Task objective:
When you reach a picture, leave it out; output everything else in the records exactly.
----------------
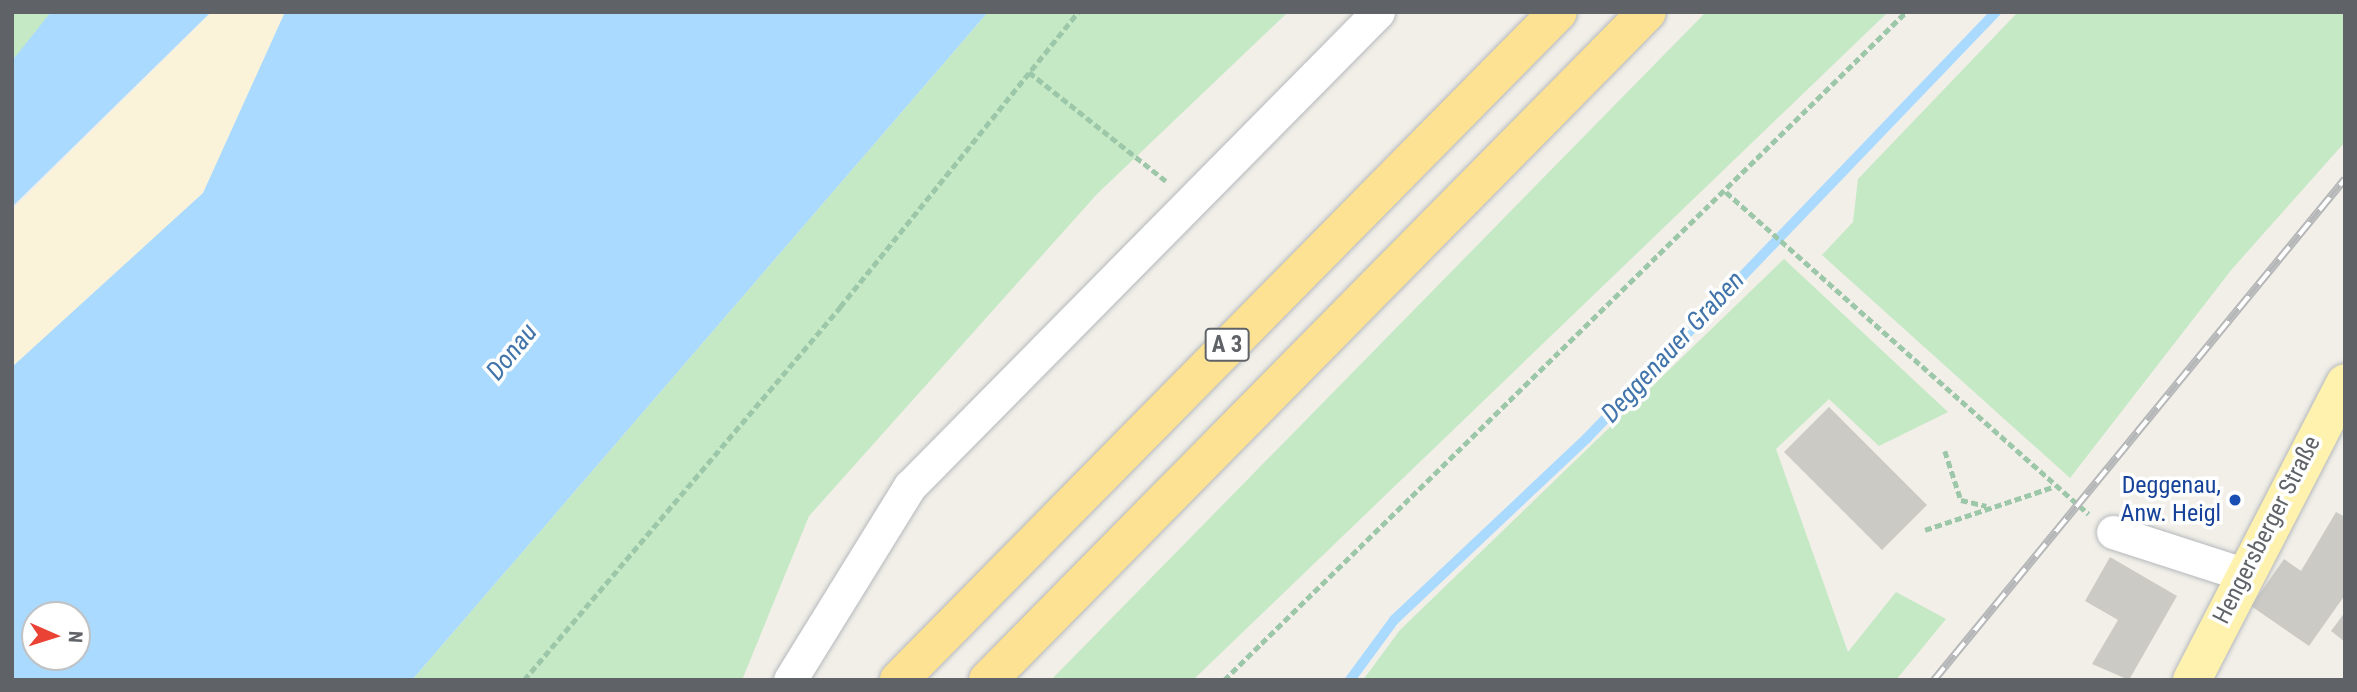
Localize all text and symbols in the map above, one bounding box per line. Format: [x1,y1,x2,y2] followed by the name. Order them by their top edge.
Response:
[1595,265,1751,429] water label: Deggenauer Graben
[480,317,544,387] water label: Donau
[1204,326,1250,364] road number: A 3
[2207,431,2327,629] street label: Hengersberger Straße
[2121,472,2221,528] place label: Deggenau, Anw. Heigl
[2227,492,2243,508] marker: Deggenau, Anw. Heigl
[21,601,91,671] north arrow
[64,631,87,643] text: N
----------------
Written response:
Localize all text and symbols in the map above, one bounding box per line. Format: [x1,y1,x2,y2] followed by the name. Order them by their top edge.
Response:
[1595,265,1751,429] water label: Deggenauer Graben
[480,317,544,387] water label: Donau
[1204,326,1250,364] road number: A 3
[2207,431,2327,629] street label: Hengersberger Straße
[2121,472,2221,528] place label: Deggenau, Anw. Heigl
[2227,492,2243,508] marker: Deggenau, Anw. Heigl
[21,601,91,671] north arrow
[64,631,87,643] text: N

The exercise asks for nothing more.